Stored dataset items:
<<<<

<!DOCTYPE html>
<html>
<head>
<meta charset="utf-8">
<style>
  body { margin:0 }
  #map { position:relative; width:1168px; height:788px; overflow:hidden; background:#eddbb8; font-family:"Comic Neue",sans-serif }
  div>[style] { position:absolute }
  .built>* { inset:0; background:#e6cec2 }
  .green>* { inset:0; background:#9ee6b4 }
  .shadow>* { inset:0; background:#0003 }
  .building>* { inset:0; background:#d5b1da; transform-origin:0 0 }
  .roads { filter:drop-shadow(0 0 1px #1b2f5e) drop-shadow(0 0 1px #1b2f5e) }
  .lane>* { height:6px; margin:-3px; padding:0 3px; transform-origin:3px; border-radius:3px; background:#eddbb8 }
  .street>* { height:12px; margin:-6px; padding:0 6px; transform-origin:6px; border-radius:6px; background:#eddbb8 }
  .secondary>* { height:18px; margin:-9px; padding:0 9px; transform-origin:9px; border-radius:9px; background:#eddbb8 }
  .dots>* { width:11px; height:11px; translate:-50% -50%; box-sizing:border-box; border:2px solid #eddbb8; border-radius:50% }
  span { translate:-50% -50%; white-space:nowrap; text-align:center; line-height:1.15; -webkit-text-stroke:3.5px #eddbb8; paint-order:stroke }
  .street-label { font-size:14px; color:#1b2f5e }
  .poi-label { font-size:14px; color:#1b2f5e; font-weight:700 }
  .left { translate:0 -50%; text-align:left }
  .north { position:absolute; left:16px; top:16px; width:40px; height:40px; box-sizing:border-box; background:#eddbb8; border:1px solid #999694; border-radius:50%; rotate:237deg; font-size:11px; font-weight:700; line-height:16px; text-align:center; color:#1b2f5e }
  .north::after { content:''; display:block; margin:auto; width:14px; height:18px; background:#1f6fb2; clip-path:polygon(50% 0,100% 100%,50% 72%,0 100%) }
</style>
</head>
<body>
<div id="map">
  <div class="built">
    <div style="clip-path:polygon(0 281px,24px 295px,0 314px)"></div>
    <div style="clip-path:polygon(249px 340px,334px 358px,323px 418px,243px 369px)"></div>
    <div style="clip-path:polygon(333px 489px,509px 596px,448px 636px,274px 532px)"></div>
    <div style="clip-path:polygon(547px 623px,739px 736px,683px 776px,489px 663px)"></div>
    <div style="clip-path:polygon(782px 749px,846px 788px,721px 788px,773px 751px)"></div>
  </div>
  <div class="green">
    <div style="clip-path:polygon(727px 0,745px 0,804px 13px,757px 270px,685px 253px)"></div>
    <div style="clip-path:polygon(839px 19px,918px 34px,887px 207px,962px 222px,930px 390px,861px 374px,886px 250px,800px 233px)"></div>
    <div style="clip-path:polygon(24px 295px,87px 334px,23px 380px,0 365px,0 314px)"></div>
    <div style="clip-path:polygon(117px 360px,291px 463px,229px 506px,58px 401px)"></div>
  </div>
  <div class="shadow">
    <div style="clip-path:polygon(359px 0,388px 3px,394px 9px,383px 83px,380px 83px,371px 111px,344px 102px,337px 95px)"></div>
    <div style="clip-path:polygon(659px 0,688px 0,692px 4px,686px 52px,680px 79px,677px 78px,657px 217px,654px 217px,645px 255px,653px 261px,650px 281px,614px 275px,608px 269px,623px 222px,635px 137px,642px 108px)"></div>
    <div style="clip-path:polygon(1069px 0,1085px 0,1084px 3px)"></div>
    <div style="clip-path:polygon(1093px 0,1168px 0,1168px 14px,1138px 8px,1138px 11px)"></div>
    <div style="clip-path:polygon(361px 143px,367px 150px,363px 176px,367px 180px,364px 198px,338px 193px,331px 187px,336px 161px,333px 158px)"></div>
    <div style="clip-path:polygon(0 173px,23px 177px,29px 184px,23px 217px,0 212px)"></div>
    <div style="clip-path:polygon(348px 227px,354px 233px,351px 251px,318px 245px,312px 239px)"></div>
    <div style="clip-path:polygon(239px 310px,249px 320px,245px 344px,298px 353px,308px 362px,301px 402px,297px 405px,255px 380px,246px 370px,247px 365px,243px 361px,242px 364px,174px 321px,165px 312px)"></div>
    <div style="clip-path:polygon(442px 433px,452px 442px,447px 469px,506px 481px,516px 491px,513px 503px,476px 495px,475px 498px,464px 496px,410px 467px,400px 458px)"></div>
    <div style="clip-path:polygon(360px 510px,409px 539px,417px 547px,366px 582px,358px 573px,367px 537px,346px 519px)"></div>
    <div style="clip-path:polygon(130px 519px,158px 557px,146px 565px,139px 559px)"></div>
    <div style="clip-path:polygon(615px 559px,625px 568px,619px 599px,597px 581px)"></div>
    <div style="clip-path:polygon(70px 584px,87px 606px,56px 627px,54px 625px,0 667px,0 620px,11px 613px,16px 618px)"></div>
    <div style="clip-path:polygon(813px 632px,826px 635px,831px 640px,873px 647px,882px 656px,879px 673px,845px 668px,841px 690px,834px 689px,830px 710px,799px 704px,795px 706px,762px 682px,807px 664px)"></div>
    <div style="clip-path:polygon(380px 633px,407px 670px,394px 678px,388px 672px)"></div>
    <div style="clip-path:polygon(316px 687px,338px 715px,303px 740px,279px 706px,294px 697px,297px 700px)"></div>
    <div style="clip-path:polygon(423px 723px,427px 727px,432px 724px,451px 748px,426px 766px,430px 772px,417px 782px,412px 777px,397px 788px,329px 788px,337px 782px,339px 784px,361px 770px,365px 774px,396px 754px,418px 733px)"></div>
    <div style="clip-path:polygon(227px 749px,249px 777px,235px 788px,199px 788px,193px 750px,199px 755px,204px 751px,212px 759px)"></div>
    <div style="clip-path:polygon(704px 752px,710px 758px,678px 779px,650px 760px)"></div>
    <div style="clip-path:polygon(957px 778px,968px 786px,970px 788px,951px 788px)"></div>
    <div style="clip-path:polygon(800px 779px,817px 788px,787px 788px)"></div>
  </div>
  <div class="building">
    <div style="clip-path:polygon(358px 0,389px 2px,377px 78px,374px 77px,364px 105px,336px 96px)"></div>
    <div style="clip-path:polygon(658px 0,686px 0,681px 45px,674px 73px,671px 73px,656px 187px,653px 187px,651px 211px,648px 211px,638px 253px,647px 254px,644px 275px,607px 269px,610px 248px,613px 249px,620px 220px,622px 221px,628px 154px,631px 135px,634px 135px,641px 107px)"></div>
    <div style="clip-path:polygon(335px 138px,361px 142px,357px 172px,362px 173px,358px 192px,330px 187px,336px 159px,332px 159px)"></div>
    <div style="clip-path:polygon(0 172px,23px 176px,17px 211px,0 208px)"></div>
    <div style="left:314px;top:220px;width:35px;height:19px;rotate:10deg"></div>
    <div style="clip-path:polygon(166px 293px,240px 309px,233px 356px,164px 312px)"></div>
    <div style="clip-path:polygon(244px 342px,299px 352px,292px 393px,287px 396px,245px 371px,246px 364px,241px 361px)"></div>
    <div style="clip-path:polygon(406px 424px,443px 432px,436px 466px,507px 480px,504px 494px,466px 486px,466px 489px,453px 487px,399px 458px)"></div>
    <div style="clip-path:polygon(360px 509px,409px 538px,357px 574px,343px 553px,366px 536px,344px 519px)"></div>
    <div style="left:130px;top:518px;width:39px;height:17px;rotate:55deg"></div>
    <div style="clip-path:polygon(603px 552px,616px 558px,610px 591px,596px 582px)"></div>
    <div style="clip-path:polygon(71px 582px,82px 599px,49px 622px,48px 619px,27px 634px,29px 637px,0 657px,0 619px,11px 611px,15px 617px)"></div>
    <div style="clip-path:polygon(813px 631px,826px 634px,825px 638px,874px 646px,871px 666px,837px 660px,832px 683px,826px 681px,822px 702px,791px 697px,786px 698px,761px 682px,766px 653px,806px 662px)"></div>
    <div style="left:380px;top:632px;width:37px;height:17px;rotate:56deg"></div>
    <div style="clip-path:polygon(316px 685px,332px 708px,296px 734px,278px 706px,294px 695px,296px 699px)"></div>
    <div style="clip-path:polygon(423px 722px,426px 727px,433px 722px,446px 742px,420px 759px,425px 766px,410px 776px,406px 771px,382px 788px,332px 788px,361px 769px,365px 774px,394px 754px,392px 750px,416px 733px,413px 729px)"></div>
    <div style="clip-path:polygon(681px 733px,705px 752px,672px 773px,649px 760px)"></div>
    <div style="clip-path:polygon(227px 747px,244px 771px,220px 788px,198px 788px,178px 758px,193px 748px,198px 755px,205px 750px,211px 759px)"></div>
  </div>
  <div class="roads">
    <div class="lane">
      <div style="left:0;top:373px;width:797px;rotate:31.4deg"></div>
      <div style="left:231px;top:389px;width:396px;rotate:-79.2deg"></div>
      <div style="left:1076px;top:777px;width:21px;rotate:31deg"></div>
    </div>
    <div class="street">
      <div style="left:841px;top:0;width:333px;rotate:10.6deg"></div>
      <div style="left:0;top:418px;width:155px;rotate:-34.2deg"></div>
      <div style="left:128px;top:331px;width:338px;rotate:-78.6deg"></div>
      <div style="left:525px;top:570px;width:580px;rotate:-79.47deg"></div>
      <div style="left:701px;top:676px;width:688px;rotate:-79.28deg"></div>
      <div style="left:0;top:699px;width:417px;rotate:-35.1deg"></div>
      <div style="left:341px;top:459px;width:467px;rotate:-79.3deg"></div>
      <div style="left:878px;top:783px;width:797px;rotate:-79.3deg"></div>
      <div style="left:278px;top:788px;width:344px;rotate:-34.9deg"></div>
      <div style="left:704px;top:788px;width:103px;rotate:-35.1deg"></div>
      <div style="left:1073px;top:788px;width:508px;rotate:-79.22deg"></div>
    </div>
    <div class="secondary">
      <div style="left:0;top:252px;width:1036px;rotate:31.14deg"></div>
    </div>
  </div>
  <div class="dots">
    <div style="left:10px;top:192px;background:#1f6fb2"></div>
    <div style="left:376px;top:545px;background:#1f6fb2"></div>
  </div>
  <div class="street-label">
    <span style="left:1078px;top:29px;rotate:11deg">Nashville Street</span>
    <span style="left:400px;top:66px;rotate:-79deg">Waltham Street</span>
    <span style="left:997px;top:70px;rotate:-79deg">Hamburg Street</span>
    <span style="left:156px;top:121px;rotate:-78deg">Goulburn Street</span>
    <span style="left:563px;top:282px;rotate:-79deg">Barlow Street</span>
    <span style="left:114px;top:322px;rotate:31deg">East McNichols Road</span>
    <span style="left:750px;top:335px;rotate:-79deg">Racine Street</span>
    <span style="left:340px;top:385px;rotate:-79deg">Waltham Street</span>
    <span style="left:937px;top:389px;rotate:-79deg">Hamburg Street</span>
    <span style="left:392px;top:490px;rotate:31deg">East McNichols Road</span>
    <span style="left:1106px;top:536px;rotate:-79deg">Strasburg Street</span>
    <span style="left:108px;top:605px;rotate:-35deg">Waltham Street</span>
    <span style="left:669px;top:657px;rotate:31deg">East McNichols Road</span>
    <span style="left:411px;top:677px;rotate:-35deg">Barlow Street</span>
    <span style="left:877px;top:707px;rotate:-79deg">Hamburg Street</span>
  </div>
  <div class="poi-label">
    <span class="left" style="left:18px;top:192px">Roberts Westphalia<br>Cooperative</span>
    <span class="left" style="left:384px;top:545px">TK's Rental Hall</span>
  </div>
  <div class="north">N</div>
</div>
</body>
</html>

>>>>

Action item:
Return exactly what appears above, from the first line of the entries to the line with "width:11px; height:11px; translate:-50%", inclusive.

Answer for the task:
<!DOCTYPE html>
<html>
<head>
<meta charset="utf-8">
<style>
  body { margin:0 }
  #map { position:relative; width:1168px; height:788px; overflow:hidden; background:#eddbb8; font-family:"Comic Neue",sans-serif }
  div>[style] { position:absolute }
  .built>* { inset:0; background:#e6cec2 }
  .green>* { inset:0; background:#9ee6b4 }
  .shadow>* { inset:0; background:#0003 }
  .building>* { inset:0; background:#d5b1da; transform-origin:0 0 }
  .roads { filter:drop-shadow(0 0 1px #1b2f5e) drop-shadow(0 0 1px #1b2f5e) }
  .lane>* { height:6px; margin:-3px; padding:0 3px; transform-origin:3px; border-radius:3px; background:#eddbb8 }
  .street>* { height:12px; margin:-6px; padding:0 6px; transform-origin:6px; border-radius:6px; background:#eddbb8 }
  .secondary>* { height:18px; margin:-9px; padding:0 9px; transform-origin:9px; border-radius:9px; background:#eddbb8 }
  .dots>* { width:11px; height:11px; translate:-50% -50%; box-sizing:border-box; border:2px solid #eddbb8; border-radius:50% }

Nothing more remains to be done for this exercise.